For CVEs that contain **multiple CVSS versions** (e.g., _2.0_, _3.1_, _4.0_),  
we will **duplicate the corresponding rows** so that **each row represents a single CVSS entry** —  
with its specific **score**, **version**, and **vector**.

This normalized structure will make it easier to **analyze**, **compare**, and **visualize** different CVSS versions later during the dashboard or analytical phase.

Before performing this operation, we should first **remove all rows that do not contain any CVSS data**.  
If a CVE has no `cvss_score`, `cvss_version`, or `cvss_vector`,  
it means that **no vulnerability scoring information is available** —  
and therefore, other related fields are likely missing as well.

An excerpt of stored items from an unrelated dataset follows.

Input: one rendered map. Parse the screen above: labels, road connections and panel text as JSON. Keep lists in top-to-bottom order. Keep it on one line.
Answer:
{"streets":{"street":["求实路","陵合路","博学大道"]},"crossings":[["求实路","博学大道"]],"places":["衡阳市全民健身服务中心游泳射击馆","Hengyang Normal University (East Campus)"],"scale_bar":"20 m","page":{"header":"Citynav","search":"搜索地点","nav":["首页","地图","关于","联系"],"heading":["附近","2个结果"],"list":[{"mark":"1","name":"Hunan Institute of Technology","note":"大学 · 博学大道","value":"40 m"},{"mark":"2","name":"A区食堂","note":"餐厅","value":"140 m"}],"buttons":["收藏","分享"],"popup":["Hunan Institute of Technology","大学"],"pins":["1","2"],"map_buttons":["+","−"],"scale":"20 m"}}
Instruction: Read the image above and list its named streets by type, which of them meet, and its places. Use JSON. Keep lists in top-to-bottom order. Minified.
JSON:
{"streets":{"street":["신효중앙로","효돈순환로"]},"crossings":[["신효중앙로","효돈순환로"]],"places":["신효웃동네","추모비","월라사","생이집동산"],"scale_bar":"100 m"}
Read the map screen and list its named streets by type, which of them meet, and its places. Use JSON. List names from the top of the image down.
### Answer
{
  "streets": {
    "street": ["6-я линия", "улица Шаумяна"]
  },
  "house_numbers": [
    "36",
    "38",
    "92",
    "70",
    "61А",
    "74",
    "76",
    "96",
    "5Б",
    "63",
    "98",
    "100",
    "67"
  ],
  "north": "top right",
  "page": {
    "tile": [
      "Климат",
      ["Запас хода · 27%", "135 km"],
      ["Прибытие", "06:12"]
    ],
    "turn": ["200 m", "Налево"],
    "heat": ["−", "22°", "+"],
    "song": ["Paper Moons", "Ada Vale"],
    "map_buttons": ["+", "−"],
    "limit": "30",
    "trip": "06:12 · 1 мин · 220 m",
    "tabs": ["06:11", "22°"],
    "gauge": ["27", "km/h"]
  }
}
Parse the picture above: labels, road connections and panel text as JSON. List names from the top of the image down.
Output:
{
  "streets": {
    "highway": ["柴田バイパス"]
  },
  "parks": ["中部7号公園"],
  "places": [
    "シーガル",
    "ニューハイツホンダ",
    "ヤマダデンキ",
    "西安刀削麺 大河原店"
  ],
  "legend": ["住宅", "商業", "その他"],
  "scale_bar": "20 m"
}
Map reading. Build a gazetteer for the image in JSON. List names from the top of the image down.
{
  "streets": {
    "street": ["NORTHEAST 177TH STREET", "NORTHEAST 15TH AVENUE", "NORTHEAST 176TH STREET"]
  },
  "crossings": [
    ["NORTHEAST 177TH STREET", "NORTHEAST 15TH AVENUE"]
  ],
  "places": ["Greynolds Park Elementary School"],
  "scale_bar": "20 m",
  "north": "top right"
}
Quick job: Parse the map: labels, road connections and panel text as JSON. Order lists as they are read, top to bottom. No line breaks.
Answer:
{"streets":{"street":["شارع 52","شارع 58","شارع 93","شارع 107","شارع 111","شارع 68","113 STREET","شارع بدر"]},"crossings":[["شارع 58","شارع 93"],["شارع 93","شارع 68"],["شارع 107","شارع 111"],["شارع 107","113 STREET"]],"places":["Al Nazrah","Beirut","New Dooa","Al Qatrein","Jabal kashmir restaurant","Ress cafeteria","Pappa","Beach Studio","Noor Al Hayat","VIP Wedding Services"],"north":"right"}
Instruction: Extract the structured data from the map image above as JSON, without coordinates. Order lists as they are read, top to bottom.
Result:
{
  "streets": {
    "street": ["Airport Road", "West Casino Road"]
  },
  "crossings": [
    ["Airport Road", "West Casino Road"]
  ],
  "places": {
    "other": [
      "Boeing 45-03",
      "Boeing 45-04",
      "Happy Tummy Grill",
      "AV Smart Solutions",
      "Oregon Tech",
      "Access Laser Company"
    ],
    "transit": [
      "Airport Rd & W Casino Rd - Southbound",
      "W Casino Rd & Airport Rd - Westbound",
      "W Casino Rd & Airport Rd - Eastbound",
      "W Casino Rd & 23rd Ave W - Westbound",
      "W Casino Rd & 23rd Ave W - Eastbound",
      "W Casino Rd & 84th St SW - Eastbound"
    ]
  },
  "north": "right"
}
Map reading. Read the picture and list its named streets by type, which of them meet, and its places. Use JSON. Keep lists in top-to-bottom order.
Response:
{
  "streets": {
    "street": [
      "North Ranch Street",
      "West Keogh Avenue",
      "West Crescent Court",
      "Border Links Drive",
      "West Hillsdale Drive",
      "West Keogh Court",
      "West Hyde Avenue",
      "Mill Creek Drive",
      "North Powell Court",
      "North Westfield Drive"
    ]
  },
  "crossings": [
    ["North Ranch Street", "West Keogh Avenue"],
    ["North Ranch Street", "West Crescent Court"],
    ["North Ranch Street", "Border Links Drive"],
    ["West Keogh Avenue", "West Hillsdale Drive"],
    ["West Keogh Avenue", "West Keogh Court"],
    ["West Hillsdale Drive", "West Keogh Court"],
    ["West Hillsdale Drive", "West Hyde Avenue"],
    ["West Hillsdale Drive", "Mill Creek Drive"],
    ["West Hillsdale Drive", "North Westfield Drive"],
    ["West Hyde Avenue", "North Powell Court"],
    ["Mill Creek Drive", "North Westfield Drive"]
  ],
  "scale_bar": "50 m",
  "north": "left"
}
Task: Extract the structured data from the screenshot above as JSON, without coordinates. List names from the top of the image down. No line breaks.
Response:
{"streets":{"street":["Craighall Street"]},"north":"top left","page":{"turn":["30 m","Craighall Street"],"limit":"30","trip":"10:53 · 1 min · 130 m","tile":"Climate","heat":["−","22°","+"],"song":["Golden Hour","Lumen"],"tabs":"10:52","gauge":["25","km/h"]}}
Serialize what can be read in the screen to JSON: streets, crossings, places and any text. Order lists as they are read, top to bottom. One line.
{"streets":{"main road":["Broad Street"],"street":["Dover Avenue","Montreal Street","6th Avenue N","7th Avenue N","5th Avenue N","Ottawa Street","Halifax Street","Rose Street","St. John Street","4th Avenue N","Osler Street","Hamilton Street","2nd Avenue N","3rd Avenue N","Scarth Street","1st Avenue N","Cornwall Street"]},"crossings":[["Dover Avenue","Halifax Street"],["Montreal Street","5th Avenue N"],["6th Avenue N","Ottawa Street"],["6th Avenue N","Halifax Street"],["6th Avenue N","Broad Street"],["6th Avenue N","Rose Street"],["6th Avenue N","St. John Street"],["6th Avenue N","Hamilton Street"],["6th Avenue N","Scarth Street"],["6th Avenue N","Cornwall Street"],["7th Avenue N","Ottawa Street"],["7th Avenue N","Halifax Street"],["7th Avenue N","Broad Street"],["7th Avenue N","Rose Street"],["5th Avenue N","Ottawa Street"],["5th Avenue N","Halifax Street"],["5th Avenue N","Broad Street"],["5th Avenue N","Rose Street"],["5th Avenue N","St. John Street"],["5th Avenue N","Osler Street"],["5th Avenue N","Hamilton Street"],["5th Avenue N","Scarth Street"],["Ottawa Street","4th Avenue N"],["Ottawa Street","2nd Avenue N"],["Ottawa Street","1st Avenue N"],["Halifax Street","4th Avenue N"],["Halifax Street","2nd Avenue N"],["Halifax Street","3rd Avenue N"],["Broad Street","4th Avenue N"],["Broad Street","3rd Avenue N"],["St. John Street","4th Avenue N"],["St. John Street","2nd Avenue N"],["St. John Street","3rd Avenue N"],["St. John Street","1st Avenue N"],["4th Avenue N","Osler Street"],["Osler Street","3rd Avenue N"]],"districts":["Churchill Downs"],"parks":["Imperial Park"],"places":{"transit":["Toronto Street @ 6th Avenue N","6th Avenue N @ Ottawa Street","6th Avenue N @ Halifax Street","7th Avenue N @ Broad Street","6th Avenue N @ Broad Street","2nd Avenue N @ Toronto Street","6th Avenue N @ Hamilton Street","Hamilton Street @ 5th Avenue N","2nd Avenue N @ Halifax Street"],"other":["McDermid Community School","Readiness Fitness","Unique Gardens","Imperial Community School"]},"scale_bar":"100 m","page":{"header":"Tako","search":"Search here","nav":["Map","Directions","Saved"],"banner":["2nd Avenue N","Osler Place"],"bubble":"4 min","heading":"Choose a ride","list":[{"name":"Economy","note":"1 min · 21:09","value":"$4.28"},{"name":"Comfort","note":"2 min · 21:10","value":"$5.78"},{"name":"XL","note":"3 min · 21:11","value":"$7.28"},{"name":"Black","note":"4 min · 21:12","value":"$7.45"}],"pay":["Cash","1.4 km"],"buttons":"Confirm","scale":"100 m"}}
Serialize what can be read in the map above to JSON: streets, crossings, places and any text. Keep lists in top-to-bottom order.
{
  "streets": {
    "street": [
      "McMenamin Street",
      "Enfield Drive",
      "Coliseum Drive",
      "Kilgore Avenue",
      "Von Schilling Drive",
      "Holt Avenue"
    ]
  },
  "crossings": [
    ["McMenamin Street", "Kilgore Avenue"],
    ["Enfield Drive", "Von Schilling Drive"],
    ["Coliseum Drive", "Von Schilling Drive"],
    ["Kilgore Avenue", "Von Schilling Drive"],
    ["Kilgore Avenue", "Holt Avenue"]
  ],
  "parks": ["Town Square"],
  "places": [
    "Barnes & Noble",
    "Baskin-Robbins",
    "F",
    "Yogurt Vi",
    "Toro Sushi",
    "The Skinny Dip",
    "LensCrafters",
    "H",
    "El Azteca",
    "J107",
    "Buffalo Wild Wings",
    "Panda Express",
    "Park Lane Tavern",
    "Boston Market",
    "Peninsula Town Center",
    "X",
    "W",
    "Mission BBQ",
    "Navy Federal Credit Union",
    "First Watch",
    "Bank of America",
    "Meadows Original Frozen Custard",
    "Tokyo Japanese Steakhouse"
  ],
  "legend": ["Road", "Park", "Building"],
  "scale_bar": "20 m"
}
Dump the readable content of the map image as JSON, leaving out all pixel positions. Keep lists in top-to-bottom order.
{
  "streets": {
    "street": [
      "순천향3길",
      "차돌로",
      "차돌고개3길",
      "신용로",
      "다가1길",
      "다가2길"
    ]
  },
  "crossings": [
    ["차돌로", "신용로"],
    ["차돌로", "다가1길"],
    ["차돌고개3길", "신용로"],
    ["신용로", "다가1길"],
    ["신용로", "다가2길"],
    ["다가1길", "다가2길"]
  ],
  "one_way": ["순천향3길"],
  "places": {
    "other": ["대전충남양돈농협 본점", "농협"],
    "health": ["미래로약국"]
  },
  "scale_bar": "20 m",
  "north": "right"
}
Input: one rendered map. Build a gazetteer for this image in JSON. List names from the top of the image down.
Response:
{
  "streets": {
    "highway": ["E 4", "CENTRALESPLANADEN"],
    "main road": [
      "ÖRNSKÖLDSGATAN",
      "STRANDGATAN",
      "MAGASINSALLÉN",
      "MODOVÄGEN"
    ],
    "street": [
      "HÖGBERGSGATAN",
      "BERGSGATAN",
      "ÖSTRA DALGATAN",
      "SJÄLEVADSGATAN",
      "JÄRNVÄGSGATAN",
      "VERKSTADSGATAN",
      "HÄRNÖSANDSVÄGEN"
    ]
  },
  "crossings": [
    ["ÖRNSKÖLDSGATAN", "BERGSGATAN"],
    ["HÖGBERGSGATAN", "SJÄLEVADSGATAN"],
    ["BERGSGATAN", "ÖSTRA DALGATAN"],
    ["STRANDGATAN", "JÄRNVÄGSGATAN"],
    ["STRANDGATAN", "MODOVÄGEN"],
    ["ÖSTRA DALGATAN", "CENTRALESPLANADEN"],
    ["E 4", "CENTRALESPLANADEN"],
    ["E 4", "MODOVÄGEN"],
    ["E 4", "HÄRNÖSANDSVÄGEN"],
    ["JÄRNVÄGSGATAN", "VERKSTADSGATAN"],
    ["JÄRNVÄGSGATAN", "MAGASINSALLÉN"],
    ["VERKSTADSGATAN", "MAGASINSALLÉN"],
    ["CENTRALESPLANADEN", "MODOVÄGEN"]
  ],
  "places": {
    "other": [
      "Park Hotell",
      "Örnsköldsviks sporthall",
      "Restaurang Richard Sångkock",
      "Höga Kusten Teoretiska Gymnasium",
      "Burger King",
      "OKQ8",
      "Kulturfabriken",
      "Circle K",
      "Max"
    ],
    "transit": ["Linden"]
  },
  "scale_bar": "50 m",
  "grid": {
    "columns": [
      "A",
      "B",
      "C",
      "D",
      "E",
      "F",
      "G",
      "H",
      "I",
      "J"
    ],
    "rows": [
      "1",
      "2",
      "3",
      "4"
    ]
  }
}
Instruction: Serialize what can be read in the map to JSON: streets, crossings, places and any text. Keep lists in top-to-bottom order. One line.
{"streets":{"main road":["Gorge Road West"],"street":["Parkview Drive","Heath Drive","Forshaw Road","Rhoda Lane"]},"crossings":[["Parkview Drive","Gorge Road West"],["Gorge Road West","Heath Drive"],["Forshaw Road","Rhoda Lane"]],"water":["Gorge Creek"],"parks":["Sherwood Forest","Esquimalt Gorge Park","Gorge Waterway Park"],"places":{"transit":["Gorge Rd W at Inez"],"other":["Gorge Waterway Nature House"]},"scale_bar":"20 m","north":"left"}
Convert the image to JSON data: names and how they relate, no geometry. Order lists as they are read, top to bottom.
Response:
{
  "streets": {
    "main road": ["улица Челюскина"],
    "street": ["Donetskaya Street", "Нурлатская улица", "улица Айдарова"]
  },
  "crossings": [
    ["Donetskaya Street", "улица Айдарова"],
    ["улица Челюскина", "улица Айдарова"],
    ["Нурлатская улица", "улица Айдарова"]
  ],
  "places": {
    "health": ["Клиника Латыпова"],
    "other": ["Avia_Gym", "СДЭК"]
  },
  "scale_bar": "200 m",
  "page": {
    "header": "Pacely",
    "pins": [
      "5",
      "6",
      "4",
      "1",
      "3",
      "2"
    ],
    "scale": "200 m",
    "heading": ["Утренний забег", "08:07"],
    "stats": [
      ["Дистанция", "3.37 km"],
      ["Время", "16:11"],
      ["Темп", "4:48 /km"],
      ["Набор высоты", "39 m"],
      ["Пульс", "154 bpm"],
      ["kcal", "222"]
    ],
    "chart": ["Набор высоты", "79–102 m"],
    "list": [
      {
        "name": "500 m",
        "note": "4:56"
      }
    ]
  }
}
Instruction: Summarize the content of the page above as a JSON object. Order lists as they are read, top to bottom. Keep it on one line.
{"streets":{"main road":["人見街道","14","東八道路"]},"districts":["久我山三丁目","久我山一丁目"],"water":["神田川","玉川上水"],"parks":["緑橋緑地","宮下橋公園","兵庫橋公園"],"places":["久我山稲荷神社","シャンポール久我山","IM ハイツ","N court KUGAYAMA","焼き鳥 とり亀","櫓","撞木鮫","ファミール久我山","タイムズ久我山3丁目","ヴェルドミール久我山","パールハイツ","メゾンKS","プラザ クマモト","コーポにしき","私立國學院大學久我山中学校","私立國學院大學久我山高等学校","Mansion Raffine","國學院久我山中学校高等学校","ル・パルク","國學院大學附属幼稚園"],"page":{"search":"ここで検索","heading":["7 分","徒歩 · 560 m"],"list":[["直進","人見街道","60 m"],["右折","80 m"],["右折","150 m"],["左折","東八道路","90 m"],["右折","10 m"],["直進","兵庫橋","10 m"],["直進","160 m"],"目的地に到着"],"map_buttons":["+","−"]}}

➡️ These rows will be dropped to ensure we only work with complete and meaningful data.

In [102]:
# 1️⃣ Compter les lignes sans CVSS score (NaN ou liste vide)
missing_count = df["cvss_scores"].isna().sum() + (df["cvss_scores"].str.strip() == "[]").sum()
print(f"Number of rows without CVSS scores: {missing_count}")

# 2️⃣ Supprimer ces lignes directement dans df
df.drop(df[df["cvss_scores"].isna() | (df["cvss_scores"].str.strip() == "[]")].index, inplace=True)

# 3️⃣ Vérification
print(f"Remaining rows after drop: {len(df)}")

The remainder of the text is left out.